▶ TRY IT:
Please work out how many of the lines below include "Elevation". Only the number should be given.

Records from a collection:
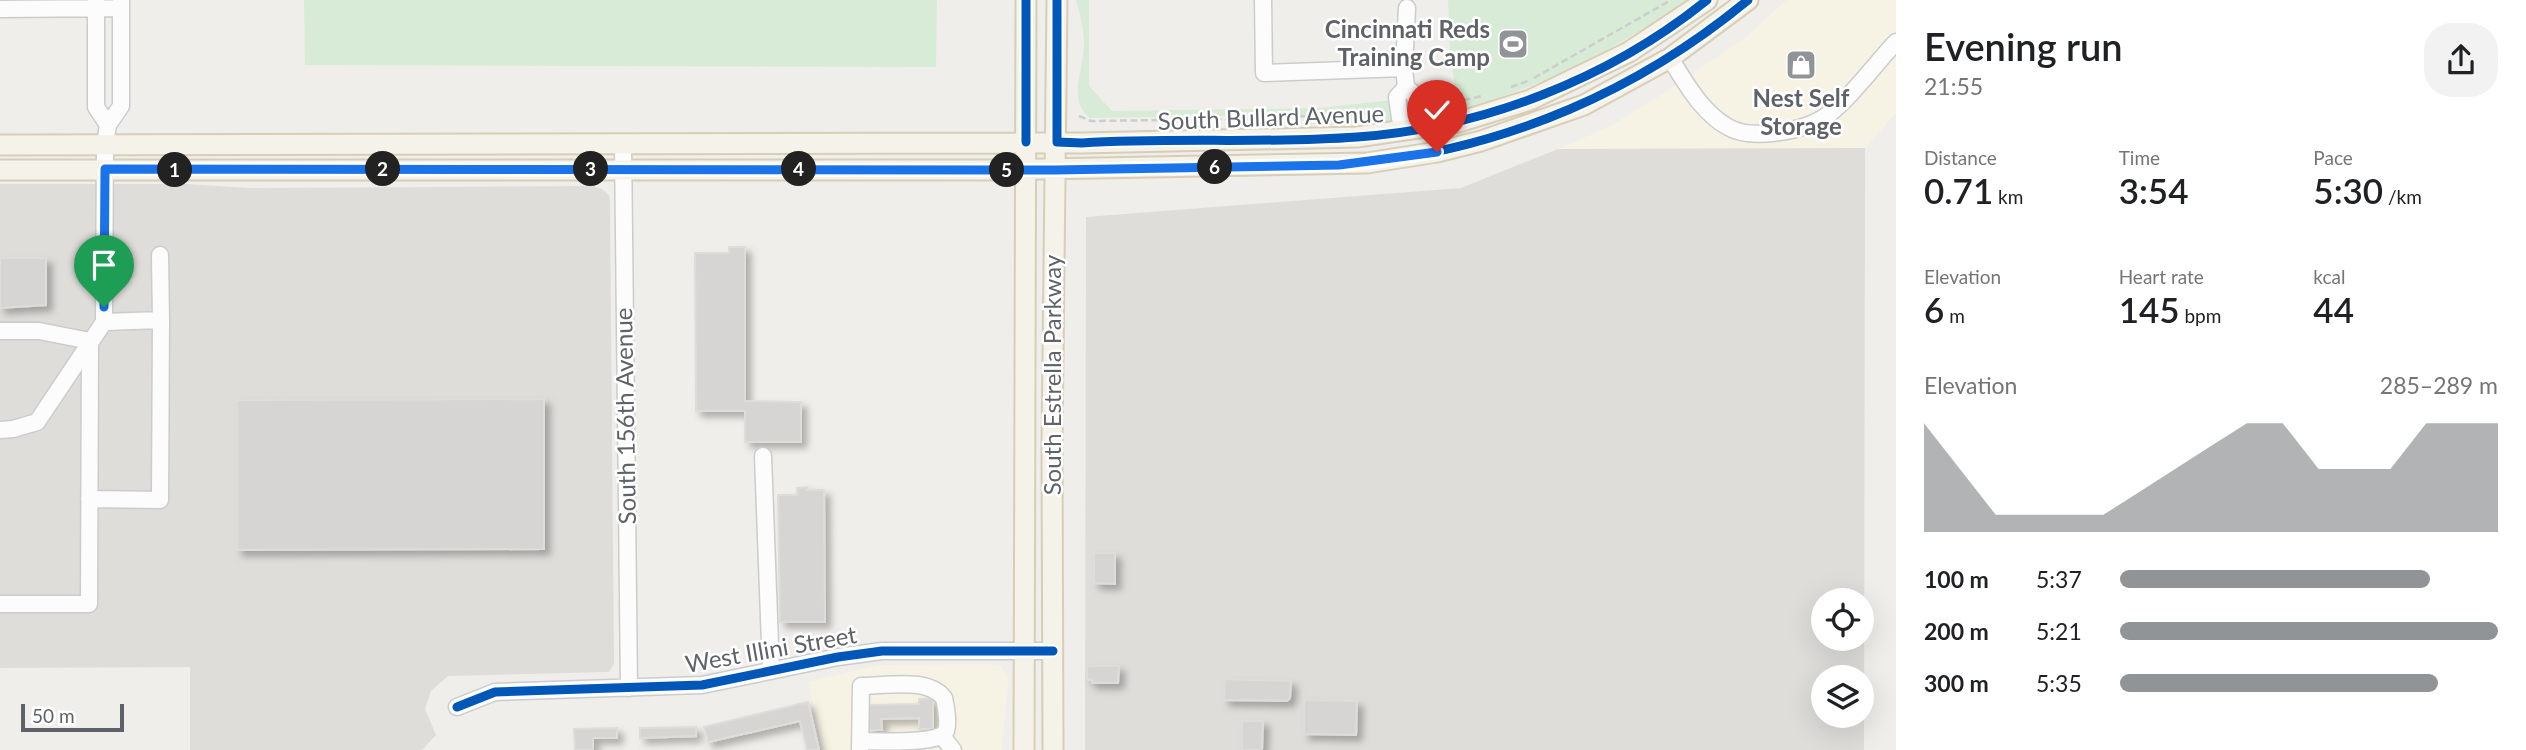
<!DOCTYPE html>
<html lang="en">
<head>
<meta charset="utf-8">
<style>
	body { margin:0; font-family:Lato,sans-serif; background:#f2f2f2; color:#202124; height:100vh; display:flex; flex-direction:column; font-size:26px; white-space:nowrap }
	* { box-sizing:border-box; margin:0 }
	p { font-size:23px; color:#757577 }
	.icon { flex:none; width:38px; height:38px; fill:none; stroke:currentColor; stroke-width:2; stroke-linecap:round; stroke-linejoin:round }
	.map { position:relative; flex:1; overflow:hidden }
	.side { display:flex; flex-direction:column; background:#fff; width:630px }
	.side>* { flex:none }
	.tools { position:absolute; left:1811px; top:588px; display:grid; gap:14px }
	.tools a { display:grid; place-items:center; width:63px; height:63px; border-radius:50%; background:#fff; box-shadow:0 7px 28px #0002; font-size:35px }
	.scale { position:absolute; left:21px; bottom:18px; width:103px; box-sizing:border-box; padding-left:7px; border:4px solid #5f6368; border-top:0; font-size:19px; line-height:24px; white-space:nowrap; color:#5f6368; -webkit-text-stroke:5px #fff; paint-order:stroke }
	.pin { position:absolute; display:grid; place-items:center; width:60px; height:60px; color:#fff; margin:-72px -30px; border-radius:50% 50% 50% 0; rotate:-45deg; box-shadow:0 0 7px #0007 }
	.pin .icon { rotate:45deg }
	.km { position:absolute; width:35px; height:35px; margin:-18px; border-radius:50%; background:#222; color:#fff; font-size:19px; line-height:35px; text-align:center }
	.round { display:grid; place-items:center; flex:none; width:74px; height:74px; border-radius:28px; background:#f2f2f2 }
	.headline { display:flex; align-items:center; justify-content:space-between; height:119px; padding:0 28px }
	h1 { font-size:38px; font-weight:600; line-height:52px }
	.stats { display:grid; grid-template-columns:repeat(3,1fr); gap:10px; height:119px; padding:7px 28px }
	.stats div { display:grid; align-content:center }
	.stats b { font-size:35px; font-weight:600 }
	.stats small { font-size:19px; font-weight:400 }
	.stats p { font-size:19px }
	.chart { height:196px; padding:14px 28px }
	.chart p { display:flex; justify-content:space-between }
	.chart svg { width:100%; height:126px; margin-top:7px; fill:#919496; opacity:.7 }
	ul { padding:0 28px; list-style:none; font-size:23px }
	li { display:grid; grid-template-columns:112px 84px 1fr; align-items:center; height:52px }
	li i { height:18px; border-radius:9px; background:#919496 }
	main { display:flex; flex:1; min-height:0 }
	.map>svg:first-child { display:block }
	.commercial { fill:#f7f3e4 }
	.industrial { fill:#dfddda; fill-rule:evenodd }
	.green { fill:#d8ebd6 }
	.building { fill:#d6d5d3; stroke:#deddd9; stroke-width:2; filter:url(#shadow) }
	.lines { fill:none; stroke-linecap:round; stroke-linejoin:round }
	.minor-casing { stroke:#cbcccc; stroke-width:19 }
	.major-casing { stroke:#d7ceb8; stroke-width:23 }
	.path { stroke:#cacfcc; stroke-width:2.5; stroke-dasharray:7 3.5; stroke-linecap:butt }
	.minor { stroke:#fdfcfc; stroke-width:16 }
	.major { stroke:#f4f2e9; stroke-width:19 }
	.cycleway-casing { stroke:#fff; stroke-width:13 }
	.cycleway { stroke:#0057b8; stroke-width:9 }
	.route-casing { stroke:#fff; stroke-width:14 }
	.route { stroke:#1a73e8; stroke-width:9 }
	.labels { text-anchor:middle; stroke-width:5; stroke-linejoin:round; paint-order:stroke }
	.poi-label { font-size:24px; font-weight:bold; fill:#5f6368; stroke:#fff; text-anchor:end }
	.street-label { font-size:24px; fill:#5f6368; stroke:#fff }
</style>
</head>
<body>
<main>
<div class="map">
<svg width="1896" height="750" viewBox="0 0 1896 750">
	<defs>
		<filter id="shadow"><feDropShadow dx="5.5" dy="5.5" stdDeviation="3.5" flood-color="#0004"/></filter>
	</defs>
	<rect width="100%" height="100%" fill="#efeeea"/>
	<path class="commercial" d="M1787,0H1896V113L1865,148L1558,149L1609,127L1666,92L1746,37Z
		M990,664L1000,666L1009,677L1001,750H824L808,682L879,665Z"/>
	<path class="industrial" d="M1865,148L1864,750H1085L1086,217L1461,188L1558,149ZM1824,600H1862V639H1824ZM1824,677H1862V716H1824Z
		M0,184H187L249,188L593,186L602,189L609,195L610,202L614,664L609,672L448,676L431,691L425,709L436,735L422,750H190V667L0,668Z"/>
	<path class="green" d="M304,0H937L936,67L305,65Z
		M1076,0H1089V86L1112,111L1320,108L1456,93L1450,53L1448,0H1688C1592,66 1487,114 1370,125C1349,128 1327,124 1306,124L1305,115L1089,118C1067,96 1084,72 1084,44C1084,28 1080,15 1076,0Z"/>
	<path class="building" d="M729,247H745V401L801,402V442H745V411H696L695,253H729Z
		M0,258H46V305L0,308Z
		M544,399V549L237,550V400Z
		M807,487V490H824L825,622H780L778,495H797V488Z
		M1094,553H1115V584L1094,583Z
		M1087,666H1119L1118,683H1092V680L1087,679Z
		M1225,679L1291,681L1290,698L1287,701L1224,700Z
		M933,698V729H919V718L881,719L882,730H868V705L919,704V699Z
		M1304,700L1357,701L1356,735L1304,734Z
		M808,702L819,750H807L800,721L708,742L704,727Z
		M1242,721H1263L1262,750H1242Z
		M696,727V736L640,738V728Z
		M617,728V738H593V750H575L574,729Z"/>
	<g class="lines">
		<g class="minor-casing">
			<path id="minor" d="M96,0V107L108,125
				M1263,0L1264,73L1404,68L1407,8
				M0,9L121,8
				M1670,58C1685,82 1702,113 1728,127C1751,141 1805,131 1826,116C1848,101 1876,63 1896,42
				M1404,68L1406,87L1397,97L1400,118L1411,121
				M1406,87L1414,94L1419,109L1411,121L1413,129
				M623,144L629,688
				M104,322L161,320L160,255
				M0,331H39L90,341L89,604H0
				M0,430L13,429L37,422L104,322L105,144L108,125L121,106V0
				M763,456L771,671
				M89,499L160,500L161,320
				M457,707L495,692L702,685L838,657L882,651H1053
				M942,736L953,750
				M860,750L861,686C885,686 928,677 944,698C946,707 949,722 946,731C941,745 875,741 861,741"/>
		</g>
		<g class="major-casing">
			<path id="major" d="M0,145L1082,143L1357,137L1459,122L1530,100L1629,52L1707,0
				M0,170H992L1367,163L1437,152L1481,141L1584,105L1670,58L1748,0
				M1024,750L1026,0
				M1053,750L1052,444L1057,0"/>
		</g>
		<path class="path" d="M1534,78L1671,0
			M1511,87L1528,81
			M1433,107L1482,96
			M1079,116L1091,121L1240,119L1385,113"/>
		<use href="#minor" class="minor"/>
		<use href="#major" class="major"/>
		<g class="cycleway-casing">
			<path id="cycleway" d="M1057,0V142L1082,143C1174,137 1266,144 1357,137C1483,128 1609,79 1707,0
				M1026,142V0
				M1055,170C1122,168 1189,167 1257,166C1294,165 1331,167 1368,163C1509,146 1638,91 1748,0
				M457,707L495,692L702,685L838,657L882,651H1053"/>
		</g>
		<use href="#cycleway" class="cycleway"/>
	</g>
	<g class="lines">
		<g class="route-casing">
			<path id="route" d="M104,307L105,169L1055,170L1339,165L1437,152"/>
		</g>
		<use href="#route" class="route"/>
	</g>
	<defs>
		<g id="stadium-square" transform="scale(1.575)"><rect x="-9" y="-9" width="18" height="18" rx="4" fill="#919496" stroke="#fff"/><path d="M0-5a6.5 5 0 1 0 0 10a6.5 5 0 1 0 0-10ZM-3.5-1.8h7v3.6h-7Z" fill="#fff"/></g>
		<g id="shop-square" transform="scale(1.575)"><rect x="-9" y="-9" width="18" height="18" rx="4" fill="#919496" stroke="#fff"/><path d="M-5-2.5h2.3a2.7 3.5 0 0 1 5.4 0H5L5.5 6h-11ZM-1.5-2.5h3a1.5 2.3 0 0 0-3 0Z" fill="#fff"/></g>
	</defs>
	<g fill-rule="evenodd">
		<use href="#stadium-square" x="1513" y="44"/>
		<use href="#shop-square" x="1801" y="65"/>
	</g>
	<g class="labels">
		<g class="poi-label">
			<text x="1490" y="38">Cincinnati Reds<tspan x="1490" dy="28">Training Camp</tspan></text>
			<text x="1801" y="107" text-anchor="middle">Nest Self<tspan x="1801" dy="28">Storage</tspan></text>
		</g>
		<g class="street-label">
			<text transform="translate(1271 118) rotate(-2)" y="8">South Bullard Avenue</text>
			<text transform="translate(1053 375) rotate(-90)" y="8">South Estrella Parkway</text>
			<text transform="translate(626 416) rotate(-91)" y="8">South 156th Avenue</text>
			<text transform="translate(771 650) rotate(-10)" y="8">West Illini Street</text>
		</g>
	</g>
</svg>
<div class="tools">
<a><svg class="icon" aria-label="locate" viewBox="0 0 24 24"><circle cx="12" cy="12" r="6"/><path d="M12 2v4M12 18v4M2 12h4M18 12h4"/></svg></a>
<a><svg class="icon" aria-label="layers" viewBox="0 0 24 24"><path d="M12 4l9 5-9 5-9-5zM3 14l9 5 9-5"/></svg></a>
</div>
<div class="scale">50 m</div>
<div class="pin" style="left:104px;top:307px;background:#1e9e55"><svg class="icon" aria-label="arrive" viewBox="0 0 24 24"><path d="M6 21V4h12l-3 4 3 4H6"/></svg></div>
<div class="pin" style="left:1437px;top:152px;background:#d93025"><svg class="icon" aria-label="check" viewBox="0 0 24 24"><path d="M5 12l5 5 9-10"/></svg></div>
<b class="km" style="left:175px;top:170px">1</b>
<b class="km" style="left:383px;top:169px">2</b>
<b class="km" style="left:591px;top:169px">3</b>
<b class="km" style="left:799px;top:169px">4</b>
<b class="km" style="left:1007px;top:170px">5</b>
<b class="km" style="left:1215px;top:167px">6</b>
</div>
<section class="side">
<div class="headline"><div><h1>Evening run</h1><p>21:55</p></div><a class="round"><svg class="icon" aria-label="share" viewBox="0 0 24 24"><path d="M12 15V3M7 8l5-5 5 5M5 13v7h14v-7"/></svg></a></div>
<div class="stats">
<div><p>Distance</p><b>0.71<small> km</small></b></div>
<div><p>Time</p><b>3:54</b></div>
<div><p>Pace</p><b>5:30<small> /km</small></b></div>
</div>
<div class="stats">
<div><p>Elevation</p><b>6<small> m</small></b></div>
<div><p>Heart rate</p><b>145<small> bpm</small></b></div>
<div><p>kcal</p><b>44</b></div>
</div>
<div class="chart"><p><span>Elevation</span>285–289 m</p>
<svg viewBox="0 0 160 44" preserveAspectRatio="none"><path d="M0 44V6L10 22L20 38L30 38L40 38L50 38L60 30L70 22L80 14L90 6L100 6L110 22L120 22L130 22L140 6L150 6L160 6V44z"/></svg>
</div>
<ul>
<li><b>100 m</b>5:37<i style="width:82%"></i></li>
<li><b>200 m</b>5:21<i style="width:100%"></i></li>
<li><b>300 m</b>5:35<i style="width:84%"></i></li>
</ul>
</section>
</main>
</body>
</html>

▶ RESPONSE BELOW:
2